‘Iedereen heeft deze live muziek zó gemist’
Eindelijk weer live muziek – hoe is dat na 2,5 maand? Eng, fijn en emotioneel bleek bij twee concerten in Amsterdam.
Een klas in afwachting van de schoolreisbus lijken ze, de dertig mensen die op maandagochtend reikhalzend klaar staan voor de Majellakerk in Amsterdam-Oost. Sinds 2012 is de kerk de thuisbasis van het Nederlands Philharmonisch Orkest/ Nederlands Kamerorkest, en die basis blijkt nu een zegen: het orkest kan zelf concerten organiseren en repeteren wanneer het wil.
Ad Tiggelaar is een van de dertig gelukkigen die bij dit eerste concert mag zijn. Hij woont in de buurt, en reageerde op de mailing van het orkest. „Ik mis live muziek erg.”
In de zaal krijg je een stoelnummer tussen één en dertig, alle plekken op 1,5 meter van elkaar – aan love seats wordt niet gedaan. Hoe is dat, live muziek ervaren na een maandenlang luisterdieet? De acht musici uit het Nederlands Kamerorkest, verder uiteen opgesteld dan normaal, spelen eerst ingehouden, maar geven geleidelijk aan meer gas. Je voelt hoe je gedachten en gevoelens sneller en warmer gaan stromen. O ja, dít. Het is als het terugvinden van een verloren staat van zijn; anders dan je verwachtte en vreemd ontroerend.
Als de staande ovatie ertoe leidt dat de musici weer gaan zitten, verwacht men een toegift. Die komt niet. Concertmeester Gordan Nikolic: „Eh… dat we gaan zitten is protocol.”
Dank u wel. Het was heel mooi en emotioneel
Een mevrouw uit het publiek reageert met rode ogen. „Dank u wel”, zegt ze. „Het was heel mooi en emotioneel.”
Ook buiten is men stil. „Het was anders dan ik verwachtte”, zegt Betsy Dokter, ook uit de buurt. „Emotioneler, inderdaad.”
Ook bij muzikantencollectief Splendor, gevestigd in een oud badhuis in het centrum van Amsterdam, gaan maandag de deuren open. In groepjes van maximaal acht lopen de bezoekers van de ene nooduitgang naar de andere, onderweg horen ze twee concertjes van een kwartier. De estafette duurt tot tien uur ’s avonds en biedt plek aan maximaal 250 bezoekers.

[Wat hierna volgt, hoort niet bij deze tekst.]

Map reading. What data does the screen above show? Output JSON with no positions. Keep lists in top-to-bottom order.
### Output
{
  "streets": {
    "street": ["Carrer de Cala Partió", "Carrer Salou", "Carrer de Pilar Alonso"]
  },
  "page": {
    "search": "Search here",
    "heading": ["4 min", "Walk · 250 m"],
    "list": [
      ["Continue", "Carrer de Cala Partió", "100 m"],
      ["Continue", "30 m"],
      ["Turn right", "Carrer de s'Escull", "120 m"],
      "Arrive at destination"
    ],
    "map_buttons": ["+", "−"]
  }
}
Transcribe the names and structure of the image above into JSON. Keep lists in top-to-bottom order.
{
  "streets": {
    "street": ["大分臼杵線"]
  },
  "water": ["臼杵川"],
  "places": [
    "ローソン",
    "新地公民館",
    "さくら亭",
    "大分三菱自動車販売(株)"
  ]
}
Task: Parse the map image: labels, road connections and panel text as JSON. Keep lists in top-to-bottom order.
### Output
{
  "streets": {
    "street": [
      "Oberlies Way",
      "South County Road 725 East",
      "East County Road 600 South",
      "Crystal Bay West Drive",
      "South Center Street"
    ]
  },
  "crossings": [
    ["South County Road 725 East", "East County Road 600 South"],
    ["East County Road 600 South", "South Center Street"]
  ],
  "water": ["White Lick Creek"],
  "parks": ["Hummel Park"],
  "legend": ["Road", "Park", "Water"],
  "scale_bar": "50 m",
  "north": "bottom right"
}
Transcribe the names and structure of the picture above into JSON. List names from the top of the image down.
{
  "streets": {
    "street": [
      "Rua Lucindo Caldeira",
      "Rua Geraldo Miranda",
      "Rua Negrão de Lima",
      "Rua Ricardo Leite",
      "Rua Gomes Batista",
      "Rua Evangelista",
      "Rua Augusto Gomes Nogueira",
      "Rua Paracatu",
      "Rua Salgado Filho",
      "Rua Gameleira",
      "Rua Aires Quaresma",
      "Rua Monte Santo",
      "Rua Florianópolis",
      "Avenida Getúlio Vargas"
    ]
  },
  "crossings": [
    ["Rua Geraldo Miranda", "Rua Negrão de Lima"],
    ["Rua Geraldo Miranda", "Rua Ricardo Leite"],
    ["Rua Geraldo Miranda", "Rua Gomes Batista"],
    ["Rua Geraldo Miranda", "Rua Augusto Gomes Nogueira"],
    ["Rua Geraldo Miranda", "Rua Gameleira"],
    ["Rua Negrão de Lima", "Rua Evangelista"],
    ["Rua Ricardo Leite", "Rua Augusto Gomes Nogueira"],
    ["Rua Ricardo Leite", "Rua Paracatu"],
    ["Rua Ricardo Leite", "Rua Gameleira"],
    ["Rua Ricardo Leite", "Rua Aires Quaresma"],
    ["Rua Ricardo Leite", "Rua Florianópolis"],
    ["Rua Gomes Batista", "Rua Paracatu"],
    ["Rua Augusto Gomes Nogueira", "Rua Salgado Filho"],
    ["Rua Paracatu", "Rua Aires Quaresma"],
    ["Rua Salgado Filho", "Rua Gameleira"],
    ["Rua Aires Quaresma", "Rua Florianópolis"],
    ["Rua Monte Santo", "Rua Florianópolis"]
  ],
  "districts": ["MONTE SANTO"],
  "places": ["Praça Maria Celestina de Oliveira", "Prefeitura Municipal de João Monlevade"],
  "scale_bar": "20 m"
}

„Iedereen heeft dit zó gemist”, zegt Wilmar de Visser, contrabassist en oprichter van Splendor. „Een concert is muziek, maar het is ook een sociaal gebeuren.” Alsof iedereen „uit de winterslaap” is gekomen, zegt zanger en Splendor-voorzitter Mattijs van de Woerd.
De kracht van Splendor is de flexibele omgeving, waarin musici eigen baas zijn en (onbezoldigd) ideeën uitproberen en ontwikkelen. Dat maakte het nu makkelijker om in te spelen op de maatregelen.
Zangeres Claron McFadden is gastvrouw, want zingen mag nog niet. Zij instrueert de bezoekers, informeert of er niemand verkouden is en laat de mensen naar binnen.
Het programma is divers, de concerten intiem. Lonneke van Straalen speelt delen uit de Tweede vioolpartita van Bach: een hartverwarmende sensatie om weer een viool te horen van zo dichtbij.
Het Ruysdael Kwartet speelt Beethovens Heiliger Dankgesang eines Genesenen, „Toepasselijk”, zegt primarius Joris van Rijn. „Zo voelt het ook, dit eerste concert.”